- _Stored data entries_
= Beginning of Section =

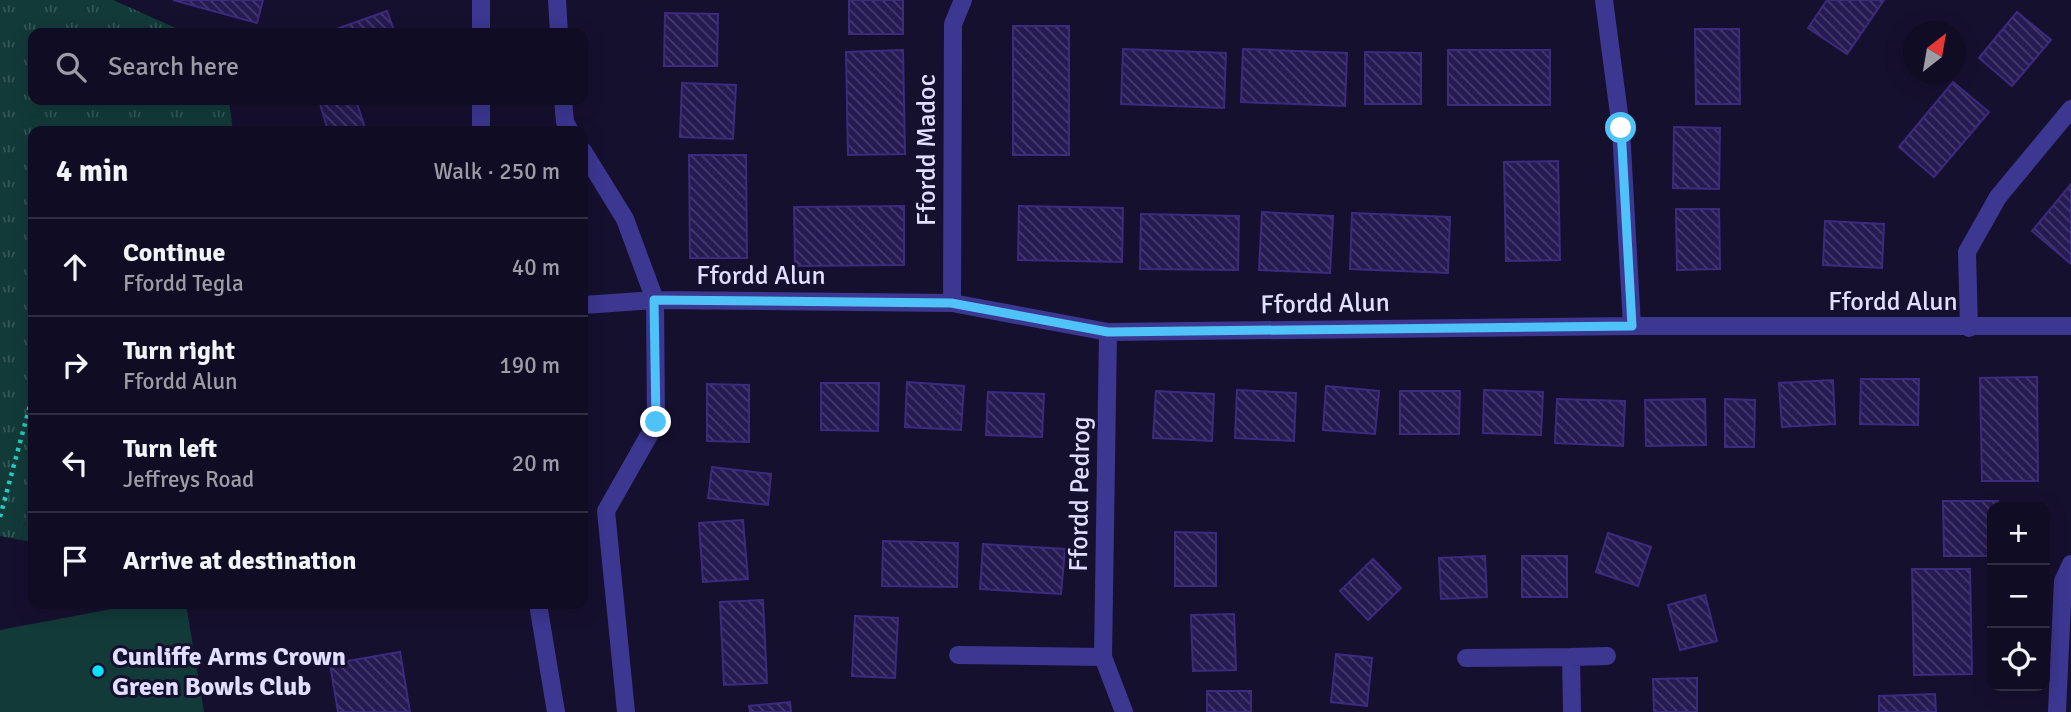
<!DOCTYPE html>
<html lang="en">
<head>
<meta charset="utf-8">
<style>
	:root { --surface:#100c23; --page:#19152b; --text:#f1f3f6; --muted:#9c9ba6; --line:#302c41 }
	body { margin:0; font-family:Signika,sans-serif; background:var(--page); color:var(--text) }
	.controls { position:absolute; right:21px; bottom:21px; display:grid; overflow:hidden; border-radius:14px; box-shadow:0 4px 18px #0003 }
	.controls button { width:63px; height:63px; display:grid; place-items:center; padding:0; border:0; border-bottom:2px solid var(--line); background:var(--surface); color:var(--text); font:35px sans-serif }
	.compass { position:absolute; left:1903px; top:21px; width:63px; height:63px; border-radius:50%; background:var(--surface); box-shadow:0 4px 18px #0003; rotate:31deg }
	.stop { position:absolute; width:21px; height:21px; margin:-16px; border:5px solid #4fc3f7; border-radius:50%; background:#fff }
	.stop.end { background:#4fc3f7; border-color:#fff; box-shadow:0 2px 7px #0008 }
	.list { margin:0; padding:0; list-style:none }
	h2 { display:flex; justify-content:space-between; align-items:center; height:91px; margin:0; padding:0 28px; font-size:30px }
	h2 small { font-size:23px; font-weight:400; color:var(--muted) }
	.list li { display:grid; grid-template-columns:46px 1fr auto; gap:21px; align-items:center; box-sizing:border-box; height:98px; padding:0 28px; border-top:2px solid var(--line) }
	.list b { display:block; font-size:26px; white-space:nowrap }
	.list p { margin:0; font-size:23px; white-space:nowrap; color:var(--muted) }
	.list em { font-size:23px; font-style:normal; color:var(--muted) }
	.icon { flex:none; width:38px; height:38px; fill:none; stroke:currentColor; stroke-width:2; stroke-linecap:round; stroke-linejoin:round }
	.map { position:relative; flex:none; width:2071px; height:712px; overflow:hidden }
	.search { position:absolute; background:var(--surface); box-shadow:0 4px 18px #0003; left:28px; top:28px; width:560px; height:77px; display:flex; align-items:center; gap:18px; box-sizing:border-box; padding:0 24px; border-radius:14px; color:var(--muted); font-size:26px }
	.panel { position:absolute; background:var(--surface); box-shadow:0 4px 18px #0003; left:28px; top:126px; width:560px; height:483px; border-radius:14px }
	.map>svg:first-child { display:block }
	.grass { fill:#123a39 }
	.park { fill:url(#park-tufts) }
	.building { fill:url(#building-back-hatch); stroke:#3c2a7f; stroke-width:2 }
	.lines { fill:none; stroke-linecap:round; stroke-linejoin:round }
	.path { stroke:#27cac2; stroke-width:4.5; stroke-dasharray:3.5 5; stroke-linecap:butt }
	.minor { stroke:#3c3791; stroke-width:18 }
	.route { stroke:#4fc3f7; stroke-width:9 }
	.poi-dot { fill:#0ae3ff; stroke:#16102f; stroke-width:2.5 }
	.labels { text-anchor:middle; stroke-width:6; stroke-linejoin:round; paint-order:stroke }
	.street-label { font-size:26px; fill:#e2deff; stroke:#16102f }
	.poi-label { font-size:26px; font-weight:bold; fill:#e2deff; stroke:#16102f; text-anchor:start }
</style>
</head>
<body>
<div class="map">
<svg width="2071" height="712" viewBox="0 0 2071 712">
	<defs>
		<pattern id="park-tufts" width="24" height="20" patternUnits="userSpaceOnUse" patternTransform="scale(1.75)"><rect width="24" height="20" fill="#123a39"/><path d="M3 7l-1-3M5 7V3M7 7l1-3M15 17l-1-3M17 17v-4M19 17l1-3" fill="none" stroke="#345657"/></pattern>
		<pattern id="building-back-hatch" width="6" height="6" patternUnits="userSpaceOnUse" patternTransform="scale(1.75)"><rect width="6" height="6" fill="#261a52"/><path d="M-1 5l2 2M0 0l6 6M5-1l2 2" fill="none" stroke="#453b6c"/></pattern>
	</defs>
	<rect width="100%" height="100%" fill="#16102f"/>
	<path class="grass" d="M 33,482 L 33,542 L 21,540 Z
		M 138,604 L 186,604 L 204,712 L 0,712 L 0,630 Z"/>
	<path class="park" d="M 0,0 L 113,0 L 187,33 L 33,33 L 33,100 L 229,100 L 233,131 L 33,131 L 33,482 L 21,540 L 0,536 Z"/>
	<path class="building" d="M 173,0 L 263,0 L 257,23 Z
		M 849,0 L 903,0 L 903,34 L 849,34 Z
		M 1827,0 L 1884,0 L 1847,54 L 1808,28 Z
		M 387,11 L 395,33 L 325,33 Z
		M 2017,12 L 2051,40 L 2012,86 L 1979,58 Z
		M 665,13 L 718,14 L 717,66 L 664,66 Z
		M 1013,26 L 1069,26 L 1069,155 L 1013,155 Z
		M 1695,29 L 1739,29 L 1740,104 L 1696,104 Z
		M 1123,49 L 1226,53 L 1224,108 L 1121,104 Z
		M 1243,49 L 1347,53 L 1345,106 L 1241,102 Z
		M 903,50 L 905,154 L 848,155 L 846,52 Z
		M 1448,50 L 1550,50 L 1550,105 L 1448,105 Z
		M 1365,52 L 1421,53 L 1421,104 L 1365,104 Z
		M 1953,82 L 1989,112 L 1934,177 L 1899,147 Z
		M 682,83 L 736,85 L 733,139 L 680,137 Z
		M 319,100 L 356,100 L 366,131 L 328,131 Z
		M 1674,127 L 1720,128 L 1719,189 L 1673,188 Z
		M 689,155 L 746,155 L 747,258 L 690,258 Z
		M 1558,161 L 1560,260 L 1506,261 L 1504,162 Z
		M 2071,184 L 2071,264 L 2032,231 Z
		M 904,206 L 904,265 L 795,266 L 794,207 Z
		M 1019,206 L 1123,208 L 1122,262 L 1018,260 Z
		M 1676,209 L 1719,209 L 1720,269 L 1677,270 Z
		M 1262,212 L 1333,216 L 1330,273 L 1259,270 Z
		M 1352,213 L 1450,217 L 1448,273 L 1350,269 Z
		M 1141,214 L 1239,216 L 1238,270 L 1140,269 Z
		M 1825,221 L 1884,224 L 1882,268 L 1823,265 Z
		M 2037,377 L 2038,481 L 1982,481 L 1980,378 Z
		M 1861,379 L 1919,379 L 1918,425 L 1860,424 Z
		M 1833,380 L 1835,424 L 1782,427 L 1779,383 Z
		M 907,382 L 964,386 L 961,430 L 905,427 Z
		M 821,383 L 879,383 L 878,431 L 821,430 Z
		M 707,384 L 749,385 L 749,442 L 707,441 Z
		M 1326,386 L 1379,391 L 1375,434 L 1323,430 Z
		M 1237,390 L 1296,393 L 1294,441 L 1235,438 Z
		M 1484,390 L 1543,392 L 1541,435 L 1483,433 Z
		M 1156,391 L 1214,394 L 1212,441 L 1153,438 Z
		M 1400,391 L 1460,391 L 1459,434 L 1400,434 Z
		M 988,392 L 1044,394 L 1042,437 L 986,435 Z
		M 1557,399 L 1625,401 L 1623,446 L 1555,443 Z
		M 1705,399 L 1706,445 L 1646,446 L 1645,400 Z
		M 1725,399 L 1755,400 L 1754,447 L 1725,447 Z
		M 712,467 L 771,474 L 768,505 L 708,498 Z
		M 1943,501 L 1998,501 L 1998,507 L 1992,507 L 1992,556 L 1944,556 Z
		M 743,520 L 748,579 L 703,582 L 699,523 Z
		M 1175,532 L 1216,533 L 1216,586 L 1175,586 Z
		M 1608,533 L 1651,547 L 1638,586 L 1596,572 Z
		M 883,541 L 958,543 L 957,587 L 882,586 Z
		M 983,544 L 1065,549 L 1061,594 L 980,589 Z
		M 1485,556 L 1487,597 L 1441,599 L 1439,558 Z
		M 1522,556 L 1567,556 L 1567,597 L 1522,597 Z
		M 1373,559 L 1401,588 L 1368,620 L 1340,591 Z
		M 1912,569 L 1970,569 L 1972,674 L 1914,675 Z
		M 1705,595 L 1717,641 L 1680,650 L 1668,605 Z
		M 763,600 L 767,683 L 724,685 L 720,602 Z
		M 1234,614 L 1236,670 L 1193,671 L 1191,615 Z
		M 855,616 L 898,618 L 895,678 L 852,676 Z
		M 400,652 L 410,712 L 338,712 L 330,664 Z
		M 1336,654 L 1372,658 L 1367,706 L 1331,702 Z
		M 1697,678 L 1697,712 L 1654,712 L 1653,679 Z
		M 1207,691 L 1251,691 L 1251,712 L 1207,712 Z
		M 1935,694 L 1936,712 L 1879,712 L 1879,696 Z
		M 790,702 L 791,712 L 750,712 L 749,706 Z"/>
	<g class="lines">
		<path class="path" d="M 0,517 L 33,394"/>
		<path class="minor" d="M 481,0 L 481,33
			M 557,0 L 559,33
			M 1604,0 L 1621,129 L 1632,326
			M 481,100 L 481,131
			M 563,100 L 565,122 L 570,131
			M 583,151 L 625,219 L 655,300 L 656,423 L 606,511 L 626,712
			M 952,303 L 953,24 L 963,0
			M 583,305 L 655,300 L 952,303 L 1108,332 L 1632,326 L 2071,326
			M 1969,328 L 1967,252 L 1998,197 L 2071,109
			M 1108,332 L 1103,657 L 1124,712
			M 538,604 L 556,712
			M 958,655 L 1103,657
			M 1571,657 L 1607,656
			M 1466,658 L 1571,657 L 1572,712
			M 2057,712 L 2063,581 L 2071,564"/>
	</g>
	<g class="lines">
		<path class="route" d="M 656,422 L 654,300 L 951,303 L 1108,332 L 1632,326 L 1621,128"/>
	</g>
	<circle class="poi-dot" cx="98" cy="671" r="7"/>
	<g class="labels">
		<g class="street-label">
			<text transform="translate(926 150) rotate(-90)" y="9">Ffordd Madoc</text>
			<text x="761" y="284">Ffordd Alun</text>
			<text x="1893" y="310">Ffordd Alun</text>
			<text transform="translate(1325 303) rotate(-1)" y="9">Ffordd Alun</text>
			<text transform="translate(1079 494) rotate(-89)" y="9">Ffordd Pedrog</text>
		</g>
		<g class="poi-label">
			<text x="112" y="665">Cunliffe Arms Crown<tspan x="112" dy="30">Green Bowls Club</tspan></text>
		</g>
	</g>
</svg>
<div class="controls">
<button>+</button>
<button>−</button>
<button><svg class="icon" aria-label="locate" viewBox="0 0 24 24"><circle cx="12" cy="12" r="6"/><path d="M12 2v4M12 18v4M2 12h4M18 12h4"/></svg></button>
</div>
<svg class="compass" viewBox="-18 -18 36 36"><path d="M0-13l5 13h-10z" fill="#e53935"/><path d="M0 13l5-13h-10z" fill="#9c9ba6"/></svg>
<div class="stop" style="left:1621px;top:128px"></div>
<div class="stop end" style="left:656px;top:422px"></div>
<div class="search"><svg class="icon" aria-label="search" viewBox="0 0 24 24"><circle cx="10" cy="10" r="6"/><path d="M15 15l6 6"/></svg>Search here</div>
<section class="panel">
<h2>4 min<small>Walk · 250 m</small></h2>
<ul class="list">
<li><svg class="icon" aria-label="ahead" viewBox="0 0 24 24"><path d="M12 20V5M6 11l6-6 6 6"/></svg><div><b>Continue</b><p>Ffordd Tegla</p></div><em>40 m</em></li>
<li><svg class="icon" aria-label="right" viewBox="0 0 24 24"><path d="M7 20v-9h11M14 6l5 5-5 5"/></svg><div><b>Turn right</b><p>Ffordd Alun</p></div><em>190 m</em></li>
<li><svg class="icon" aria-label="left" viewBox="0 0 24 24"><path d="M17 20v-9H6M10 6l-5 5 5 5"/></svg><div><b>Turn left</b><p>Jeffreys Road</p></div><em>20 m</em></li>
<li><svg class="icon" aria-label="arrive" viewBox="0 0 24 24"><path d="M6 21V4h12l-3 4 3 4H6"/></svg><div><b>Arrive at destination</b></div></li>
</ul>
</section>
</div>
</body>
</html>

= End of Section =

- _Task instructions_
Your answer should be the lines above, from the line containing "M 1326,386 L" up to and including the line containing "M 712,467 L 771,474 L 768,505 L 708,498 Z", reproduced exactly and with nothing else.

- _Written reply_
		M 1326,386 L 1379,391 L 1375,434 L 1323,430 Z
		M 1237,390 L 1296,393 L 1294,441 L 1235,438 Z
		M 1484,390 L 1543,392 L 1541,435 L 1483,433 Z
		M 1156,391 L 1214,394 L 1212,441 L 1153,438 Z
		M 1400,391 L 1460,391 L 1459,434 L 1400,434 Z
		M 988,392 L 1044,394 L 1042,437 L 986,435 Z
		M 1557,399 L 1625,401 L 1623,446 L 1555,443 Z
		M 1705,399 L 1706,445 L 1646,446 L 1645,400 Z
		M 1725,399 L 1755,400 L 1754,447 L 1725,447 Z
		M 712,467 L 771,474 L 768,505 L 708,498 Z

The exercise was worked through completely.